À l'issue d'un sommet convoqué d'urgence, les principaux pays d'Amérique latine ont condamné l'accord prévoyant le déploiement de forces américaines en Colombie, et plus largement "la présence des forces étrangères" dans la région.
AFP - Les présidents sud-américains ont adopté un texte de compromis pour surmonter la crise provoquée par un accord militaire américano-colombien, dans lequel ils lancent un avertissement contre "la présence de forces militaires étrangères" dans la région.
Les chefs d'Etat "réaffirment que la présence de forces militaires étrangères ne peut (...) menacer la souveraineté et l'intégrité d'un pays sud-américain et en conséquence la paix et la sécurité de la région", selon la déclaration finale du sommet de l'Union sud-américaine des nations (Unasur) organisé vendredi à Bariloche, dans l'ouest de l'Argentine.
Le texte fait ainsi référence, sans les nommer, aux nouvelles forces que les Etats-Unis s'apprêtent à déployer en Colombie. Mais il peut s'appliquer aussi à d'autres forces étrangères qui pourraient être déployées en Amérique du sud.
Cette réunion avait été convoquée pour désamorcer la crise régionale provoquée par l'annonce de cet accord qui prévoit que les Etats-Unis puissent avoir accès à sept bases militaires colombiennes.
Les présidents ont appelé également à "une réunion extraordinaire de ministres des Affaires étrangères et de la Défense pour qu'ils arrêtent des mesures de renforcement de la confiance et la sécurité", selon le texte.
Lors de la réunion, le président du Brésil, Luiz Inacio "Lula" da Silva a demandé à Bogota de garantir que l'équipement et le personnel ne puissent pas être utilisés à d'autres buts que ceux qu'elle a déclarés. "L'accord ne l'interdit pas et qui n'interdit pas permet", a résumé Lula.
La présidente argentine Cristina Kirchner a, elle, appelé ses homologues dès le début du sommet à "arrêter une doctrine sur la façon dont l'Unasur devra considérer l'installation de bases d'un pays qui ne fait pas partie de l'Amérique du sud sur l'un de nos territoires".
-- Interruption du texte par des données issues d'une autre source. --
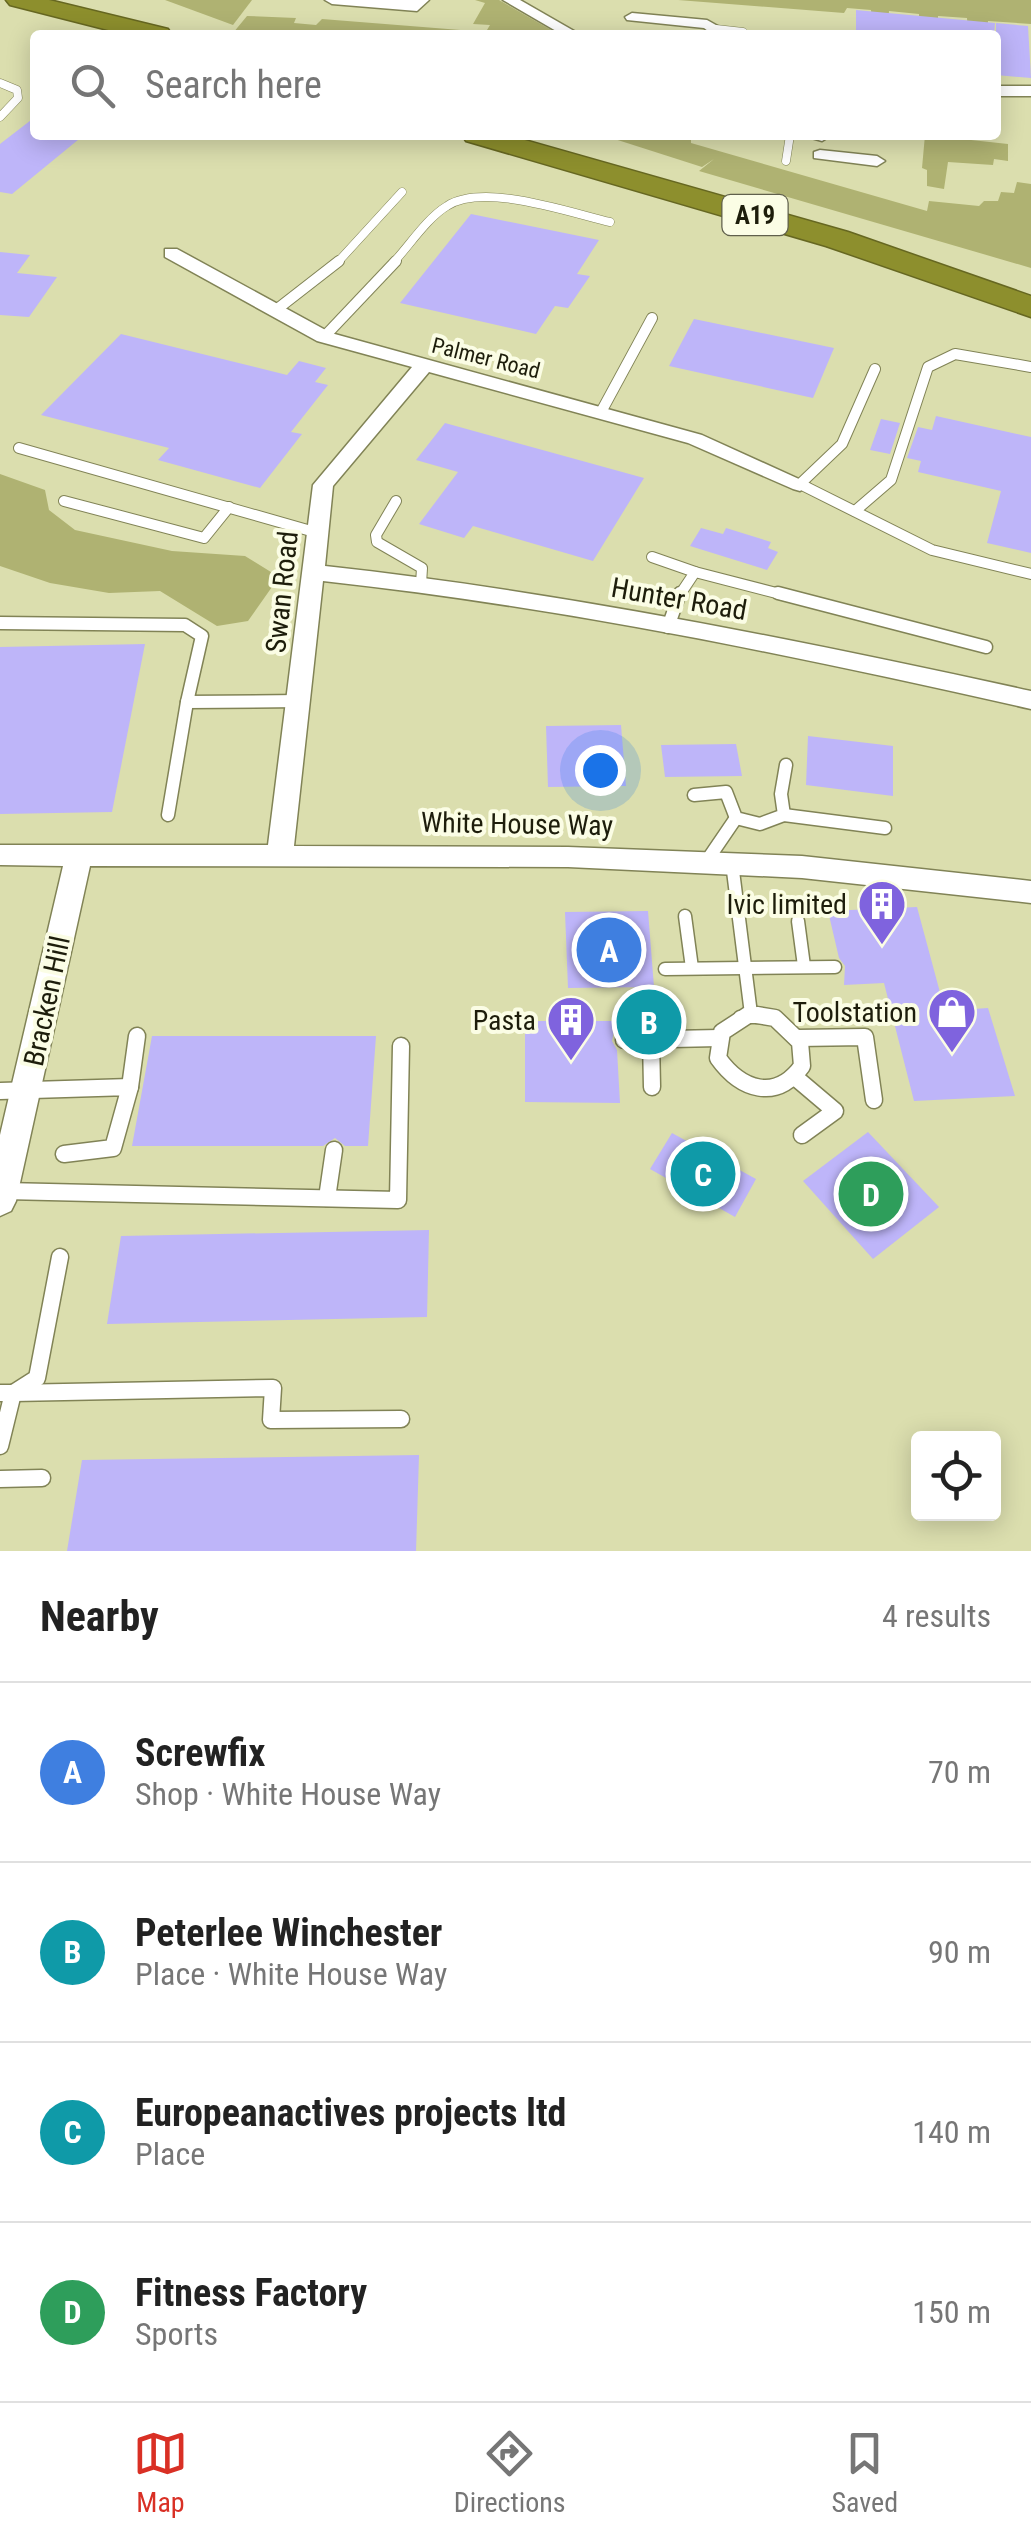 <!DOCTYPE html>
<meta charset="utf-8">
<style>
body{margin:0;font-family:"Roboto Condensed",sans-serif;background:#f2f2f2;color:#222}
.controls{position:absolute;right:30px;bottom:30px;display:grid;overflow:hidden;border-radius:10px;box-shadow:0 5px 25px #0003}
.controls button{width:90px;height:90px;display:grid;place-items:center;padding:0;border:0;border-bottom:2px solid #e0e0e0;background:#fff;color:#222;font:50px sans-serif}
.you{position:absolute;left:600px;top:770px;width:35px;height:35px;margin:-25px;border:8px solid #fff;border-radius:50%;background:#1a73e8;box-shadow:0 0 0 15px #1a73e833}
.badge{display:grid;place-items:center;width:65px;height:65px;border-radius:50%;background:#d93025;color:#fff;font-size:32px;font-weight:700}
.pin{position:absolute;translate:-50% -50%;border:5px solid #fff;box-shadow:0 2px 10px #0006}
.list{margin:0;padding:0;list-style:none}
h2{display:flex;justify-content:space-between;align-items:center;height:130px;margin:0;padding:0 40px;font-size:42px}
h2 small{font-size:32px;font-weight:400;color:#767676}
.list li{display:grid;grid-template-columns:65px 1fr auto;gap:30px;align-items:center;box-sizing:border-box;height:180px;padding:0 40px;border-top:2px solid #e0e0e0}
.list b{display:block;font-size:38px;white-space:nowrap}
.list p{margin:0;font-size:32px;white-space:nowrap;color:#767676}
.list em{font-size:32px;font-style:normal;color:#767676}
.icon{flex:none;width:55px;height:55px;fill:none;stroke:currentColor;stroke-width:2;stroke-linecap:round;stroke-linejoin:round}
.map{position:relative;flex:none;width:1031px;height:1551px;overflow:hidden}
.search{position:absolute;background:#fff;box-shadow:0 5px 25px #0003;left:30px;right:30px;top:30px;height:110px;display:flex;align-items:center;gap:25px;box-sizing:border-box;padding:0 35px;border-radius:10px;color:#767676;font-size:38px}
.sheet{height:850px;background:#fff}
nav{display:flex;justify-content:space-around;align-items:center;box-sizing:border-box;height:140px;border-top:2px solid #e0e0e0;background:#fff;font-size:28px;color:#767676}
nav a{display:grid;justify-items:center;gap:5px}
nav .on{color:#d93025}
.map>svg:first-child{display:block}
.green{fill:#afb272}
.building{fill:#beb5f9}
.lines{fill:none;stroke-linecap:round;stroke-linejoin:round}
.lane-far3-casing{stroke:#818356;stroke-width:9}
.lane-far2-casing{stroke:#818356;stroke-width:12}
.lane-far1-casing{stroke:#818356;stroke-width:15}
.lane-casing{stroke:#818356;stroke-width:19}
.street-casing{stroke:#818356;stroke-width:3}
.highway-casing{stroke:#666721;stroke-width:3}
.lane-far3{stroke:#fff;stroke-width:8}
.lane-far2{stroke:#fff;stroke-width:10}
.lane-far1{stroke:#fff;stroke-width:12}
.lane{stroke:#fff;stroke-width:16}
.street{fill:#fff;fill-rule:evenodd}
.highway{fill:#8d8f2d;fill-rule:evenodd}
.labels{text-anchor:middle;dominant-baseline:central;stroke-width:8;stroke-linejoin:round;paint-order:stroke}
.far-street-label{font-size:22px;fill:#1d1d0b;stroke:#fbfde5}
.shield{fill:#fbfde5;stroke:#60604c;stroke-width:2.5}
.shield-label{font-size:25px;font-weight:bold;fill:#1d1d0b}
.street-label{font-size:28px;fill:#1d1d0b;stroke:#fbfde5}
.poi-label{font-size:28px;fill:#1d1d0b;stroke:#fbfde5;text-anchor:end}
</style>
<div class="map">
<svg width="1031" height="1551" viewBox="0 0 1031 1551">
<rect width="100%" height="100%" fill="#dbdeae"/>
<g class="green">
<polygon points="165,0 252,0 233,25"/>
<polygon points="475,0 499,0 560,35 484,35 490,25 473,24 485,3"/>
<polygon points="678,0 1031,0 1031,24 988,21 987,35 968,35 967,18 938,16 938,35 919,35 919,14 889,11 887,34 872,33 871,10 847,8 844,13"/>
<polygon points="247,16 296,18 294,23 316,25 322,19 473,31 471,35 233,33"/>
<polygon points="602,135 691,139 691,143 927,211 929,201 979,206 984,201 998,201 1001,192 1014,193 1017,182 1031,184 1031,268 699,171 714,159 702,167"/>
<polygon points="925,135 1008,144 1008,161 994,159 993,165 948,162 944,189 927,186 927,170 922,168"/>
<polygon points="0,474 45,490 49,510 75,530 172,551 245,556 279,577 248,621 217,626 160,591 109,593 50,583 0,566"/>
</g>
<g class="building">
<polygon points="856,10 995,23 994,35 856,30"/>
<polygon points="996,23 1028,26 1031,78 996,75"/>
<polygon points="35,117 35,135 84,135 12,194 0,192 0,144"/>
<polygon points="471,214 599,240 577,274 590,276 568,308 555,306 536,334 400,303"/>
<polygon points="0,252 30,255 17,273 57,277 29,317 0,315"/>
<polygon points="694,319 834,348 813,398 669,366"/>
<polygon points="121,334 287,375 299,361 326,368 315,382 328,385 291,432 302,434 260,488 158,460 169,448 41,415"/>
<polygon points="936,416 1031,437 1031,553 987,543 1001,491 918,472 921,461 907,458 918,427 932,430"/>
<polygon points="881,419 900,423 890,454 870,450"/>
<polygon points="445,423 644,478 593,561 473,526 464,538 419,524 458,472 416,460"/>
<polygon points="701,528 723,534 726,528 771,542 768,548 778,552 767,570 690,546"/>
<polygon points="145,644 112,812 0,814 0,647"/>
<polygon points="621,725 626,786 548,787 546,726"/>
<polygon points="808,736 893,746 893,796 806,785"/>
<polygon points="736,744 742,776 665,777 661,745"/>
<polygon points="917,907 945,1011 988,1008 1015,1096 914,1101 884,983 844,985 845,966 839,958 828,911"/>
<polygon points="648,911 654,987 568,988 565,912"/>
<polygon points="525,1021 616,1021 612,1041 617,1050 620,1103 525,1102"/>
<polygon points="152,1036 376,1036 368,1146 345,1146 335,1138 323,1146 132,1146"/>
<polygon points="868,1132 939,1207 873,1259 803,1181"/>
<polygon points="672,1133 756,1179 735,1217 650,1169"/>
<polygon points="429,1230 427,1317 107,1324 121,1236"/>
<polygon points="419,1455 416,1551 67,1551 82,1460"/>
</g>
<g class="lines">
<g class="lane-far3-casing">
<g id="lane-far3">
<polyline points="716,29 743,32"/>
<polyline points="0,83 17,90 18,98 0,117"/>
<polyline points="786,161 790,135"/>
<polyline points="337,263 402,192"/>
<path d="M393 263C409 246 427 218 447 206 484 182 571 213 610 222"/>
</g>
</g>
<g class="lane-far2-casing">
<g id="lane-far2">
<polyline points="276,310 339,261"/>
<polyline points="324,337 396,261"/>
<polyline points="875,369 842,444 800,484 932,550 1031,574"/>
<polyline points="601,412 652,318"/>
<polyline points="19,448 318,533"/>
<polyline points="64,501 204,538 229,507"/>
<polyline points="396,501 376,535 377,542 422,568 421,584"/>
<polyline points="855,511 891,480 928,367 955,354 1031,367"/>
<polyline points="652,557 695,572"/>
<polyline points="679,596 695,572 788,596"/>
</g>
</g>
<g class="lane-far1-casing">
<g id="lane-far1">
<polyline points="778,593 986,647"/>
<polyline points="0,623 185,625 202,636 187,702 301,701"/>
<polyline points="668,627 680,593"/>
<polyline points="694,795 726,792 736,818 760,824 784,815 781,794 786,765"/>
<polyline points="168,815 187,702"/>
<polyline points="784,815 885,828"/>
<polyline points="706,862 736,818"/>
<polyline points="732,863 751,1014"/>
<polyline points="685,916 692,968"/>
<polyline points="798,921 804,966"/>
<polyline points="665,969 835,967"/>
<polyline points="740,1017 772,1017"/>
</g>
</g>
<g class="lane-casing">
<g id="lane">
<path d="M748 1015 722 1032 718 1058C741 1090 776 1102 802 1066L800 1042 775 1018 757 1015"/>
<polyline points="797,1038 865,1037 874,1100"/>
<polyline points="651,1039 652,1087"/>
<polyline points="624,1040 719,1038"/>
<polyline points="796,1078 835,1111 802,1135"/>
<polyline points="130,1087 137,1036"/>
<polyline points="0,1091 130,1087 113,1148 64,1154"/>
<polyline points="5,1191 398,1200 401,1046"/>
<polyline points="327,1198 334,1150"/>
<polyline points="15,1392 37,1378 60,1257"/>
<polyline points="0,1393 13,1393 0,1446"/>
<polyline points="13,1393 273,1388 271,1420 401,1419"/>
<polyline points="0,1479 42,1478"/>
</g>
</g>
<g class="street-casing">
<g id="street">
<polygon points="325,0 429,0 417,11 332,4"/>
<polygon points="503,0 520,0 581,35 563,35"/>
<polygon points="632,13 707,20 723,29 721,35 707,35 708,31 704,28 627,20 625,17"/>
<rect x="996" y="86" width="35" height="10"/>
<polygon points="801,135 829,135 830,136 822,141"/>
<polygon points="820,150 877,156 885,161 877,166 814,158 814,152"/>
<path d="M165 249H177L331 333 702 435 810 484 800 491 793 489 688 443 429 372 333 486 325 566C562 592 798 640 1031 691V709C798 656 561 607 323 581L294 846 568 847 802 856 1031 881V903L802 878 568 867 90 866 16 1201 11 1211 0 1216V1135L63 866 0 865V845H268L313 485 412 367 317 341 165 257Z"/>
</g>
</g>
<g class="highway-casing">
<g id="highway">
<polygon points="6,0 49,0 168,29 172,35 128,35 10,5"/>
<polygon points="462,135 507,135 848,232 1031,296 1031,317 826,246 466,141"/>
</g>
</g>
<use href="#lane-far3" class="lane-far3"/>
<use href="#lane-far2" class="lane-far2"/>
<use href="#lane-far1" class="lane-far1"/>
<use href="#lane" class="lane"/>
<use href="#street" class="street"/>
<use href="#highway" class="highway"/>
</g>
<defs>
<g id="building-pin" transform="scale(2.5)"><path d="M0 17L-7.5 6A9.5 9.5 0 1 1 7.5 6Z" fill="#7f63de" stroke="#fbfde5"/><path d="M-4-6H4V6H1V3H-1V6H-4ZM-2.5-4.3h1.7v1.8h-1.7ZM.8-4.3h1.7v1.8H.8ZM-2.5-1h1.7V.8h-1.7ZM.8-1h1.7V.8H.8Z" fill="#fff"/></g>
<g id="shop-pin" transform="scale(2.5)"><path d="M0 17L-7.5 6A9.5 9.5 0 1 1 7.5 6Z" fill="#7f63de" stroke="#fbfde5"/><path d="M-5-2.5h2.3a2.7 3.5 0 0 1 5.4 0H5L5.5 6h-11ZM-1.5-2.5h3a1.5 2.3 0 0 0-3 0Z" fill="#fff"/></g>
</defs>
<g fill-rule="evenodd">
<use href="#building-pin" x="882" y="904"/>
<use href="#shop-pin" x="952" y="1012"/>
<use href="#building-pin" x="571" y="1020"/>
</g>
<g class="labels">
<g class="far-street-label">
<text transform="translate(486 358) rotate(14)">Palmer Road</text>
</g>
<rect class="shield" x="722.5" y="195" width="65" height="40" rx="8"/>
<g class="shield-label">
<text x="755" y="215">A19</text>
</g>
<g class="street-label">
<text transform="translate(282 592) rotate(-84)">Swan Road</text>
<text transform="translate(679 599) rotate(10)">Hunter Road</text>
<text transform="translate(517 824) rotate(1)">White House Way</text>
<text transform="translate(47 1001) rotate(-78)">Bracken Hill</text>
</g>
<g class="poi-label">
<text x="847" y="904">Ivic limited</text>
<text x="917" y="1012">Toolstation</text>
<text x="536" y="1020">Pasta</text>
</g>
</g>
</svg>
<div class="controls">
<button><svg class="icon" aria-label="locate" viewBox="0 0 24 24"><circle cx="12" cy="12" r="6"/><path d="M12 2v4M12 18v4M2 12h4M18 12h4"/></svg></button>
</div>
<div class="you"></div>
<div class="pin badge" style="left:609px;top:950px;background:#3f7fe0">A</div>
<div class="pin badge" style="left:649px;top:1022px;background:#0f9aa8">B</div>
<div class="pin badge" style="left:703px;top:1174px;background:#0f9aa8">C</div>
<div class="pin badge" style="left:871px;top:1194px;background:#2e9e5b">D</div>
<div class="search"><svg class="icon" aria-label="search" viewBox="0 0 24 24"><circle cx="10" cy="10" r="6"/><path d="M15 15l6 6"/></svg>Search here</div>
</div>
<section class="sheet">
<h2>Nearby<small>4 results</small></h2>
<ul class="list">
<li><span class="badge" style="background:#3f7fe0">A</span><div><b>Screwfix</b><p>Shop · White House Way</p></div><em>70 m</em></li>
<li><span class="badge" style="background:#0f9aa8">B</span><div><b>Peterlee Winchester</b><p>Place · White House Way</p></div><em>90 m</em></li>
<li><span class="badge" style="background:#0f9aa8">C</span><div><b>Europeanactives projects ltd</b><p>Place</p></div><em>140 m</em></li>
<li><span class="badge" style="background:#2e9e5b">D</span><div><b>Fitness Factory</b><p>Sports</p></div><em>150 m</em></li>
</ul>
</section>
<nav>
<a class="on"><svg class="icon" aria-label="map" viewBox="0 0 24 24"><path d="M3 6l6-2 6 2 6-2v14l-6 2-6-2-6 2zM9 4v14M15 6v14"/></svg>Map</a>
<a><svg class="icon" aria-label="directions" viewBox="0 0 24 24"><path d="M12 3l9 9-9 9-9-9zM9 14v-3h6M13 9l2 2-2 2"/></svg>Directions</a>
<a><svg class="icon" aria-label="saved" viewBox="0 0 24 24"><path d="M7 4h10v16l-5-4-5 4z"/></svg>Saved</a>
</nav>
"Demain, un autre pays pourra vouloir faire la même chose (avec une autre puissance étrangère) et il ne peut y avoir deux poids deux mesures", a-t-elle fait valoir.
Quelque 300 militaires américains sont déjà basés dans le pays sud-américain dans le cadre du "Plan Colombie" de lutte contre le trafic de drogue, mais le nouvel accord permettrait aux Etats-Unis de déployer jusqu'à 800 soldats et 600 civils.
Le président colombien Alvaro Uribe a assuré que son pays "ne renonce pas à sa souveraineté" en concluant ce pacte avec Washington. Il a cité "l'article 3 de l'accord qui stipule qu'on ne peut utiliser (ces bases) pour s'immiscer dans les affaires intérieures d'un autre Etat".
Le président vénézuélien Hugo Chavez, chef de file de la gauche antilibérale en Amérique latine, a néanmoins affirmé que cet accord américano-colombien masquait "une stratégie globale de domination des Etats-Unis".
Pour appuyer sa démonstration, il a brandi un Livre Blanc du commandement aérien américain, dans lequel ce dernier affirme que la base colombienne de Palanquero permettra une meilleure "mobilité" à ses forces.
"Il s'agit, vous l'avez compris, de mobilité pour faire la guerre", a estimé M. Chavez.
Les présidents de l'Unasur ont demandé au Conseil sud-américain de Défense d'"examiner" ce livre blanc.
Pour le Venezuela et l'Equateur, voisins de la Colombie et fers de lance de la gauche radicale latino-américaine, l'accord américano-colombien représente une menace pour la stabilité régionale.
Les dirigeants brésilien et argentin ont également soutenu la proposition du président équatorien Rafael Correa de solliciter une rencontre avec le président américain Barack Obama sur cette question ultra-sensible.